No, much, much better than that.
To look at it another way, a wonderful guitarist named John Miller (also a friend), says that dropped D is "god's tuning". There's a sound that comes out of that open D chord (with the f# on the 4th string, between the D's) that is so beautiful it transcends mortality. Cannons also tend to transcend mortality, but in a different way.
So when, at the Dallas show, a collector picked up, I think it was one of my Soloists, and slammed the strings with a heavy flatpick then handed it back to me saying, "Wow, that's a cannon", you can see why I didn't quite appreciate his compliment.
I guess in this column I've revealed my liking for guitars suitable for fingerstyle playing.
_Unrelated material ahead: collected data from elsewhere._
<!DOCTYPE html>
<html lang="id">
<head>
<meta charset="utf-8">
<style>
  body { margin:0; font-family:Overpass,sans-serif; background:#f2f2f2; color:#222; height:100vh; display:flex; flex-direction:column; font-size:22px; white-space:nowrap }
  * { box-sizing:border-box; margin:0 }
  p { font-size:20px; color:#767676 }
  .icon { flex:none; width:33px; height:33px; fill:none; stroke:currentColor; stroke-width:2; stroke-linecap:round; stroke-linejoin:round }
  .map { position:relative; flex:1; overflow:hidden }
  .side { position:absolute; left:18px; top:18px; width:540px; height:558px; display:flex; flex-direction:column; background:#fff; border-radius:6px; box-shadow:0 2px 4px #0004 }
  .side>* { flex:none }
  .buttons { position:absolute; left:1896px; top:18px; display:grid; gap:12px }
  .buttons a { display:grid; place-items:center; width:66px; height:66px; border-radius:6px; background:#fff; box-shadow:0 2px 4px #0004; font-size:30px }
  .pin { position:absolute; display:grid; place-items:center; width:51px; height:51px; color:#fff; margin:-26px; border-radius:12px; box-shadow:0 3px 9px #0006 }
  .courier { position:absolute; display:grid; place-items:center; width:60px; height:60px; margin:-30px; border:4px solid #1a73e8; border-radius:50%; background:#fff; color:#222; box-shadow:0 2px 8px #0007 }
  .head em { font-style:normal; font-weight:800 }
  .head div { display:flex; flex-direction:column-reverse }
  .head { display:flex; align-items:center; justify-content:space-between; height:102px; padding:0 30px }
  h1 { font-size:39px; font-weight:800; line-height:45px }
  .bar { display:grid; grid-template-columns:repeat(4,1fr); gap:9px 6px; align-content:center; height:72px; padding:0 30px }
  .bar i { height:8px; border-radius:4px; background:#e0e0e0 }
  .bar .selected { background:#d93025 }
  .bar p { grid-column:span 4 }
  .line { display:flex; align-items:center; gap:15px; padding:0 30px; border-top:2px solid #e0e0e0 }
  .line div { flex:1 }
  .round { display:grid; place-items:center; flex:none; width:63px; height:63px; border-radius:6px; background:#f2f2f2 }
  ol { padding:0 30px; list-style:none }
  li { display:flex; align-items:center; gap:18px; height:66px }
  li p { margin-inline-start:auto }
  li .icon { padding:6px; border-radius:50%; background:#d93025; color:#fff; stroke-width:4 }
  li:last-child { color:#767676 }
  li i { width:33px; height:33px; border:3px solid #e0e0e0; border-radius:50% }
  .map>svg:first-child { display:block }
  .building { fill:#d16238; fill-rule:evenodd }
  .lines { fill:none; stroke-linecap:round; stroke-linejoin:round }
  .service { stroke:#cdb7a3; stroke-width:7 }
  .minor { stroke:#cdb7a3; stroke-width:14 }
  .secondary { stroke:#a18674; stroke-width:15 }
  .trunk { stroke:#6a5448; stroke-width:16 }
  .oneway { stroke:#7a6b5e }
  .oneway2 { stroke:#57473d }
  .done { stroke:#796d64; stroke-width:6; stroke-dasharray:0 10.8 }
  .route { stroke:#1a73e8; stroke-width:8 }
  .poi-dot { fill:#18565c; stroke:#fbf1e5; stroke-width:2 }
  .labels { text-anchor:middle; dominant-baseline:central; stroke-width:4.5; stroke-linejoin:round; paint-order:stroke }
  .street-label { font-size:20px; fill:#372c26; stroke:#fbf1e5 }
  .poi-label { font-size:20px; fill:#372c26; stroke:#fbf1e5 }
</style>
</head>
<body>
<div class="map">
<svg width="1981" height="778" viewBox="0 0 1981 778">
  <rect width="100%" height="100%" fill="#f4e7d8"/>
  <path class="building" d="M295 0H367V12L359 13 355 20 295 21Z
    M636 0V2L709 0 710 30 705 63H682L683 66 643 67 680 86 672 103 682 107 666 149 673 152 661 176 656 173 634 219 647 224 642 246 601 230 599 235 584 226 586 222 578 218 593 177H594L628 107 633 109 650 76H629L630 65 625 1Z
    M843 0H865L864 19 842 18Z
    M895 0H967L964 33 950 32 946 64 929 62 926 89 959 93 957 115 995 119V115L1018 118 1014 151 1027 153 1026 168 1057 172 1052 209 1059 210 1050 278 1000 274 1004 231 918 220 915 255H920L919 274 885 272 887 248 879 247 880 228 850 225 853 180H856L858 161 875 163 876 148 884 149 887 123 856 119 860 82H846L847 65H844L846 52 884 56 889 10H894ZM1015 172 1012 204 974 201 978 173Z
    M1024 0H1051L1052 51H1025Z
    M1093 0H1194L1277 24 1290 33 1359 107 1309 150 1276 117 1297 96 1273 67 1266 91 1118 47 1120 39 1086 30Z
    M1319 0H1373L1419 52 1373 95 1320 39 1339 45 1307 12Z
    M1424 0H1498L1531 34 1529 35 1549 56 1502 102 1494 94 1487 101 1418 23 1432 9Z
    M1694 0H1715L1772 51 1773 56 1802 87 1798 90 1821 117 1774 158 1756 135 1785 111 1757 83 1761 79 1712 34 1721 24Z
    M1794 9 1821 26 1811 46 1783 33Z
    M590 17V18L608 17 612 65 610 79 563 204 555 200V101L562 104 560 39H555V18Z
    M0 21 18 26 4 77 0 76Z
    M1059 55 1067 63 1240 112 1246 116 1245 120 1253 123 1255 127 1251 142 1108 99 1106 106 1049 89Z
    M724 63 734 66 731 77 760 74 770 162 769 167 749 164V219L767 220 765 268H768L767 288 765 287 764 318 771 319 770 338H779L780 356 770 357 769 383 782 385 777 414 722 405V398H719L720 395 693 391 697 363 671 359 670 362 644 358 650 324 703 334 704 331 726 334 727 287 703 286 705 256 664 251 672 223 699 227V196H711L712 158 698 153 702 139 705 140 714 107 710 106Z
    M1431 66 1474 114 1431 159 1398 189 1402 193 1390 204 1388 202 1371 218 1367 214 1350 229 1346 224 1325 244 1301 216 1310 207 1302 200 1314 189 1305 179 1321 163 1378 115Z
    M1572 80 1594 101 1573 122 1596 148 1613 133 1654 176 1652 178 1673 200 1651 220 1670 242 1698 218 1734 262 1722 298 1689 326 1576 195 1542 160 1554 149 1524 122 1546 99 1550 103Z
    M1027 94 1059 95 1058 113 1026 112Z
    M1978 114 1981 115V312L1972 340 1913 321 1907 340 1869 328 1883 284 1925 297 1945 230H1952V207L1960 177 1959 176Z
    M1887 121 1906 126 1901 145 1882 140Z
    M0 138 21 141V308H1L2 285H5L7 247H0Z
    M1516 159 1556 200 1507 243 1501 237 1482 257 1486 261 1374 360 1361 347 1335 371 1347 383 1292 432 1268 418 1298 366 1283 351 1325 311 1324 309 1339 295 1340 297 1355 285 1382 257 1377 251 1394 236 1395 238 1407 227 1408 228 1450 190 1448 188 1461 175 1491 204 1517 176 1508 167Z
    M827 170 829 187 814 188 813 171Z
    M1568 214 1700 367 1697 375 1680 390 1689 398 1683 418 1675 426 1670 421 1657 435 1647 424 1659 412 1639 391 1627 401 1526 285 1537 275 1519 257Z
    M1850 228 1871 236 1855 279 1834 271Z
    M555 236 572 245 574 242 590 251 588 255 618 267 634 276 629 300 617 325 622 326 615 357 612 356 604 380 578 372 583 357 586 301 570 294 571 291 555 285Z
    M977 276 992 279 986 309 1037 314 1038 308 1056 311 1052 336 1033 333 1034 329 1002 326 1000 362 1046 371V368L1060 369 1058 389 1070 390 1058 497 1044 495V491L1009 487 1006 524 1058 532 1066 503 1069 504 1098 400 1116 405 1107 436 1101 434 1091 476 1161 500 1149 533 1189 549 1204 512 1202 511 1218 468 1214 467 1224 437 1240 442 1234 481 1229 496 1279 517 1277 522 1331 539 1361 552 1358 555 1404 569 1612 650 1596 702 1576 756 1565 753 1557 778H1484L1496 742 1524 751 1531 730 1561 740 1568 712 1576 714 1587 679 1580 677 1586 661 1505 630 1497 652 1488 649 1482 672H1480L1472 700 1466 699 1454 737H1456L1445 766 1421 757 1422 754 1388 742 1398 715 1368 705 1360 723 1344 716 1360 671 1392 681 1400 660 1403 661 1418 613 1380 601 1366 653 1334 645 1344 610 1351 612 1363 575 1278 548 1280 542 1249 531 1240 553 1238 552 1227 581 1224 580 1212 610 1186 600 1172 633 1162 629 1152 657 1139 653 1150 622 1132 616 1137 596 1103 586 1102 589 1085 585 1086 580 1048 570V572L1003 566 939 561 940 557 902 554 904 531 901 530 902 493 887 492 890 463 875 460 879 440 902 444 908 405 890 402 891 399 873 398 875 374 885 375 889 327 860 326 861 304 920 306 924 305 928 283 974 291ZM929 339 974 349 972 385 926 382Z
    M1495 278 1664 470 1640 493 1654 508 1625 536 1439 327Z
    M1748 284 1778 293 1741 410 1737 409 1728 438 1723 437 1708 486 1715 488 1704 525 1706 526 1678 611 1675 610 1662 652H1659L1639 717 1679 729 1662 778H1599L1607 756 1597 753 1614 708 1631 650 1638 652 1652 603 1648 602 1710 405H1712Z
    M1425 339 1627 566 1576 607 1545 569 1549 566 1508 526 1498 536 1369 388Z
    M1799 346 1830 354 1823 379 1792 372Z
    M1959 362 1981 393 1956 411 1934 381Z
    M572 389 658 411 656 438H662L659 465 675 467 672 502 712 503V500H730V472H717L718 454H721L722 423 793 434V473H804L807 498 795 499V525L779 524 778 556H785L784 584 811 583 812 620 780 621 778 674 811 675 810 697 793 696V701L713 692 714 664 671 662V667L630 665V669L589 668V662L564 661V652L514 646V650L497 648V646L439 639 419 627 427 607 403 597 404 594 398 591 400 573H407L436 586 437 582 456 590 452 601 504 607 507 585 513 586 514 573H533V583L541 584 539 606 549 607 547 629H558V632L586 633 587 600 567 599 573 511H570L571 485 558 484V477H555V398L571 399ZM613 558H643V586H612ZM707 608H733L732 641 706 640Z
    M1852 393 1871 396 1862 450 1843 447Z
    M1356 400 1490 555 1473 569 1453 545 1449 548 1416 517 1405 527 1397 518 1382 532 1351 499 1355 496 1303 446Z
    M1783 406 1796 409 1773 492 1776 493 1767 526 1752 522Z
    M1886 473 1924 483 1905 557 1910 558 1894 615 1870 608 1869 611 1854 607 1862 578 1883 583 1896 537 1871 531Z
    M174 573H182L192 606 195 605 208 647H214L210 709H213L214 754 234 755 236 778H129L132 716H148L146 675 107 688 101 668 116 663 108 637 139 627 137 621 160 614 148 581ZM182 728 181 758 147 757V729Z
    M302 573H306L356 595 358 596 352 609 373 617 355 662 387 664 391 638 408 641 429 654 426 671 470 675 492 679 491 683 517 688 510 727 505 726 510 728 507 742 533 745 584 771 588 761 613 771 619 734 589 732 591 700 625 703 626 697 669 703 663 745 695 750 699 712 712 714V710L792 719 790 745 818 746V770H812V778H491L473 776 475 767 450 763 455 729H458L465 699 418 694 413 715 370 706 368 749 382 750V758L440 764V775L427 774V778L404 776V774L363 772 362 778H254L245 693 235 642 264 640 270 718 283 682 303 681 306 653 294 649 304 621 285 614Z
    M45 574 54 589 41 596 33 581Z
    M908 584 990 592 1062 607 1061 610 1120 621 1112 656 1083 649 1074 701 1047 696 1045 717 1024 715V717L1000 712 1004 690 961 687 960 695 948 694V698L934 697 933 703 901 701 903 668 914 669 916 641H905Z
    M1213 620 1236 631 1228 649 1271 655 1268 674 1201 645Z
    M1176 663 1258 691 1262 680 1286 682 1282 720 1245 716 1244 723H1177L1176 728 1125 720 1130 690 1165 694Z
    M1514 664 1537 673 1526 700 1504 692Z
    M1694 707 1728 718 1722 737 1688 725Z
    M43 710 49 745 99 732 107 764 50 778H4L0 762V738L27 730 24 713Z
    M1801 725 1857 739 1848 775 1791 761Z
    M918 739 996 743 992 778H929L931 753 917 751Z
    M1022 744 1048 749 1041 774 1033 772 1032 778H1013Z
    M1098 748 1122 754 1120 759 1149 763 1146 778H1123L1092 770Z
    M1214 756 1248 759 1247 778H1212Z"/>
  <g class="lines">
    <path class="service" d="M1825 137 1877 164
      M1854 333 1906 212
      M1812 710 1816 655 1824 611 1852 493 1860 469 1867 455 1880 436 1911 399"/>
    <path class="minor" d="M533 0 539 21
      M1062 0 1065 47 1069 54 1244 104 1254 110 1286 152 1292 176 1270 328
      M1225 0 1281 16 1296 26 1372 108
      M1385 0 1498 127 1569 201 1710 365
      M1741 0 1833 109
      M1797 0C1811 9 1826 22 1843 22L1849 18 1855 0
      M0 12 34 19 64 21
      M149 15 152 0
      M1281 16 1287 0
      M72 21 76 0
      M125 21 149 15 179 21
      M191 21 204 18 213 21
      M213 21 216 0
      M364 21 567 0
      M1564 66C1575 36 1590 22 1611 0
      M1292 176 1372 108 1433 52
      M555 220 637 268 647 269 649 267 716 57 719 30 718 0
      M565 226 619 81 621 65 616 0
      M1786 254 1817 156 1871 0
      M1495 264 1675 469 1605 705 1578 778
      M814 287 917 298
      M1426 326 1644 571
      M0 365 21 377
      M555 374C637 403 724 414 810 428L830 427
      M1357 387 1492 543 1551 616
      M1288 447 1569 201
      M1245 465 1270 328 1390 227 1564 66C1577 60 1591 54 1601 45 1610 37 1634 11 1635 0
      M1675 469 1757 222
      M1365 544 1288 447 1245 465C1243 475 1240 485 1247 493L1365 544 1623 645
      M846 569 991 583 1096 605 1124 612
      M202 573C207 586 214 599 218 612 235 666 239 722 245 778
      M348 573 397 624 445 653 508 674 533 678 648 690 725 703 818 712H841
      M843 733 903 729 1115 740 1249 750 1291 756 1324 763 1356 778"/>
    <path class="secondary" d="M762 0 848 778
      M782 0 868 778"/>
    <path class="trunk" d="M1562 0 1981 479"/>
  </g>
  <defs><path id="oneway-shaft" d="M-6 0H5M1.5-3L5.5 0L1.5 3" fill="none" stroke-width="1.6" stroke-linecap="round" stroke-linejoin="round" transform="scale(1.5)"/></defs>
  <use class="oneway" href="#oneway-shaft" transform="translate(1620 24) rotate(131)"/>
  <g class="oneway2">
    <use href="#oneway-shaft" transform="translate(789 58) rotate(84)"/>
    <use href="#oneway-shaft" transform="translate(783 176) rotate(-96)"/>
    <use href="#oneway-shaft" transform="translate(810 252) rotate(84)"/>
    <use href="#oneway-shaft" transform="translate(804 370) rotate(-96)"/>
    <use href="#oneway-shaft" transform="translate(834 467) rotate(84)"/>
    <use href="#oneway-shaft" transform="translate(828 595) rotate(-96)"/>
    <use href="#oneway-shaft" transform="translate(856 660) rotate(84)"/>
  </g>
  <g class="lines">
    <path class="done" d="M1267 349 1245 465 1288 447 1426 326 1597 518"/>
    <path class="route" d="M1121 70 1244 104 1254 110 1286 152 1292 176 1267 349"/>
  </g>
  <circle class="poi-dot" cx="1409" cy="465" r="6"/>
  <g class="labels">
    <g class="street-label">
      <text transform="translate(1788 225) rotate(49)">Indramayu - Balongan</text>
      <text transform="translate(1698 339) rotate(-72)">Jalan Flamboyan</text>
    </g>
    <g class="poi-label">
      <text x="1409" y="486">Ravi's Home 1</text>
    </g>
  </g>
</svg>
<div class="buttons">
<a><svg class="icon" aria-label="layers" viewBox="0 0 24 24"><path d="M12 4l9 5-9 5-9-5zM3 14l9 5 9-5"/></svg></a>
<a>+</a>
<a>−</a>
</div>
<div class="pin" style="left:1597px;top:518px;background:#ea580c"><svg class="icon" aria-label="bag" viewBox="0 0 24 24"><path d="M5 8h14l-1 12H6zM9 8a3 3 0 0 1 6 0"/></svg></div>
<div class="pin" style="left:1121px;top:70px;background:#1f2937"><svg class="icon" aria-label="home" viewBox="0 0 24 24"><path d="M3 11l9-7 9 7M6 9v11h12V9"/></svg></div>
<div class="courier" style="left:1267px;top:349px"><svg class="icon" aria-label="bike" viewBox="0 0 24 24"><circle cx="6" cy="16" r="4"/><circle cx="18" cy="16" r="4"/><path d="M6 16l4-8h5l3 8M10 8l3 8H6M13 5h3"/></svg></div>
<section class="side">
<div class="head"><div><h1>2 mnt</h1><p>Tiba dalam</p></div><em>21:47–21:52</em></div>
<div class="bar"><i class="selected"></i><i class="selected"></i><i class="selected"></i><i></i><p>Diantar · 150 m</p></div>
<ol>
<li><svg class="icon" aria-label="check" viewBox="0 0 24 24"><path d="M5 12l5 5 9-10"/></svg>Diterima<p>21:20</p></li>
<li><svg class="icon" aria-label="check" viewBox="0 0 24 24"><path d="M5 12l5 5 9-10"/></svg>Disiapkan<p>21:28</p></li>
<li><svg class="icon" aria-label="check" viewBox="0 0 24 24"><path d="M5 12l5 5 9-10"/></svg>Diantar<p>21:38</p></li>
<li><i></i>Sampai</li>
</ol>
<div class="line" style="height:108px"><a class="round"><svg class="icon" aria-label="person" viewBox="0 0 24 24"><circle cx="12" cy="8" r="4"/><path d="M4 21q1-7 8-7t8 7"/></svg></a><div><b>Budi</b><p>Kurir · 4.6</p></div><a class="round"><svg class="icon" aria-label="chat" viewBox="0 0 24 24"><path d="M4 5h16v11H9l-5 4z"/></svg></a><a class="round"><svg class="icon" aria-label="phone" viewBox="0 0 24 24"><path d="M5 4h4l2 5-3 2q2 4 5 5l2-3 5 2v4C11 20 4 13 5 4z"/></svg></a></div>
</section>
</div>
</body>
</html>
I've been asked often, "What differentiates a fingerpicking guitar from a flatpicking guitar?" I think it has to do with an instrument's ability to impart feelings, like happiness and beauty, as opposed to a guitar that blows you away with loudness. Not all players will be able to use and appreciate a great fingerstyle instrument, but when one connects with such a guitar, the angels sing, which I like better than hearing the battle roar.